▸ **The input**
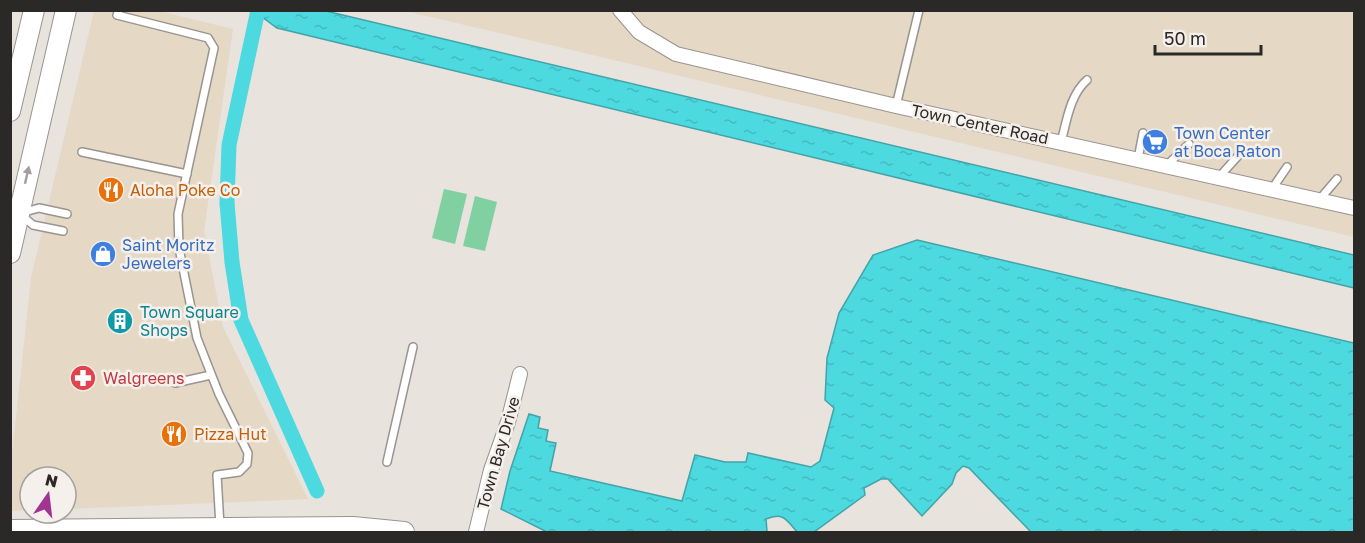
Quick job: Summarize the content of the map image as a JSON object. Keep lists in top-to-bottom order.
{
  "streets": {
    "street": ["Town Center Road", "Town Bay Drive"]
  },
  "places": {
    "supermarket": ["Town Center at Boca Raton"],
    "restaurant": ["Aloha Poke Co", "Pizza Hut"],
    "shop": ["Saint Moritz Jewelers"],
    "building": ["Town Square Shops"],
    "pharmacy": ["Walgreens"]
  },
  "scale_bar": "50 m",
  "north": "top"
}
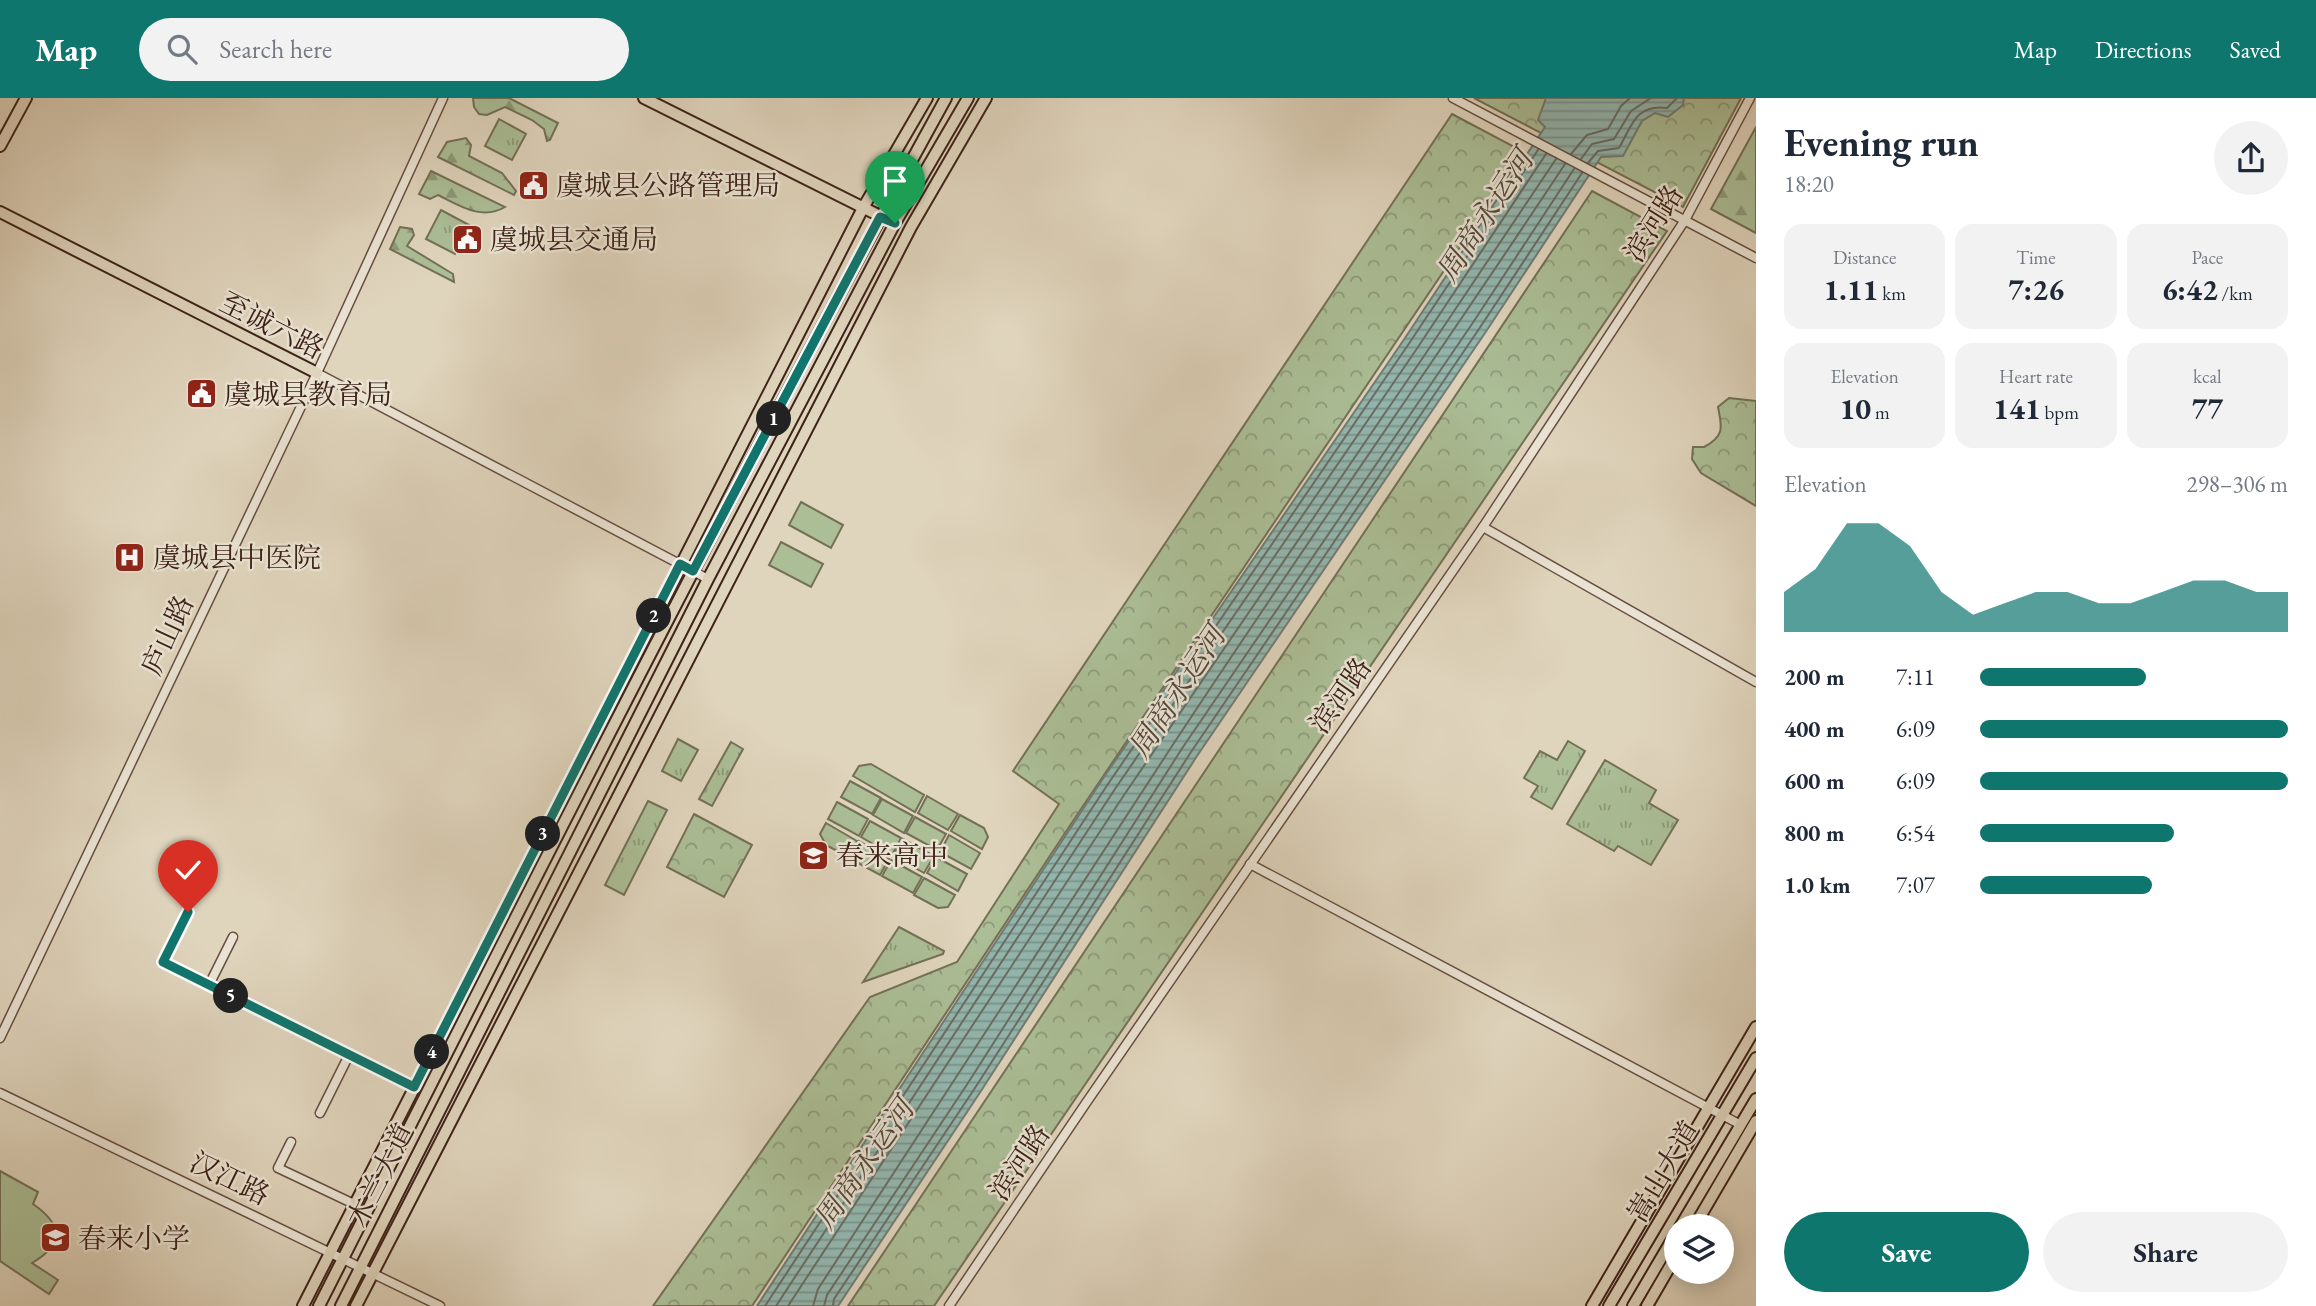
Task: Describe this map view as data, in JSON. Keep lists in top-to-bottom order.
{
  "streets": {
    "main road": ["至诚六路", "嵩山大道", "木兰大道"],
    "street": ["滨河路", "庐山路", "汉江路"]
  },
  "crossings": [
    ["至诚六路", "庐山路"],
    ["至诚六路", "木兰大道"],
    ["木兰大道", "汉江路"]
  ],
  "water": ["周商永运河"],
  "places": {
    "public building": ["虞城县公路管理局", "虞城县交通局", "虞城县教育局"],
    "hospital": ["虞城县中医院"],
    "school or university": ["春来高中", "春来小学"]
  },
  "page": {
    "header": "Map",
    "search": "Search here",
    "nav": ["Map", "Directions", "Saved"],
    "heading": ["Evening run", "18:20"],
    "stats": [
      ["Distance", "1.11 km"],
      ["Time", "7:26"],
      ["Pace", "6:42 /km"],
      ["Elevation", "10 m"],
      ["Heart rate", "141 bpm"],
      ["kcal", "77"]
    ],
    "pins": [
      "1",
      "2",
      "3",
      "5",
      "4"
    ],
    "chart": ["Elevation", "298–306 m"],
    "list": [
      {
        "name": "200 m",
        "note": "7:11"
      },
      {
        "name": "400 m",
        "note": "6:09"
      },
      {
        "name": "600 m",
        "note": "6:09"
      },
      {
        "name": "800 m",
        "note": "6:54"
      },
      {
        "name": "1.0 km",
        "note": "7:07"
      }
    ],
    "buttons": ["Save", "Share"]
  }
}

▸ **Exercise aim**
Write out all the entries word for word, but skip any images.

▸ **Exercise solution**
Quick job: Summarize the content of the map image as a JSON object. Keep lists in top-to-bottom order.
{
  "streets": {
    "street": ["Town Center Road", "Town Bay Drive"]
  },
  "places": {
    "supermarket": ["Town Center at Boca Raton"],
    "restaurant": ["Aloha Poke Co", "Pizza Hut"],
    "shop": ["Saint Moritz Jewelers"],
    "building": ["Town Square Shops"],
    "pharmacy": ["Walgreens"]
  },
  "scale_bar": "50 m",
  "north": "top"
}
Task: Describe this map view as data, in JSON. Keep lists in top-to-bottom order.
{
  "streets": {
    "main road": ["至诚六路", "嵩山大道", "木兰大道"],
    "street": ["滨河路", "庐山路", "汉江路"]
  },
  "crossings": [
    ["至诚六路", "庐山路"],
    ["至诚六路", "木兰大道"],
    ["木兰大道", "汉江路"]
  ],
  "water": ["周商永运河"],
  "places": {
    "public building": ["虞城县公路管理局", "虞城县交通局", "虞城县教育局"],
    "hospital": ["虞城县中医院"],
    "school or university": ["春来高中", "春来小学"]
  },
  "page": {
    "header": "Map",
    "search": "Search here",
    "nav": ["Map", "Directions", "Saved"],
    "heading": ["Evening run", "18:20"],
    "stats": [
      ["Distance", "1.11 km"],
      ["Time", "7:26"],
      ["Pace", "6:42 /km"],
      ["Elevation", "10 m"],
      ["Heart rate", "141 bpm"],
      ["kcal", "77"]
    ],
    "pins": [
      "1",
      "2",
      "3",
      "5",
      "4"
    ],
    "chart": ["Elevation", "298–306 m"],
    "list": [
      {
        "name": "200 m",
        "note": "7:11"
      },
      {
        "name": "400 m",
        "note": "6:09"
      },
      {
        "name": "600 m",
        "note": "6:09"
      },
      {
        "name": "800 m",
        "note": "6:54"
      },
      {
        "name": "1.0 km",
        "note": "7:07"
      }
    ],
    "buttons": ["Save", "Share"]
  }
}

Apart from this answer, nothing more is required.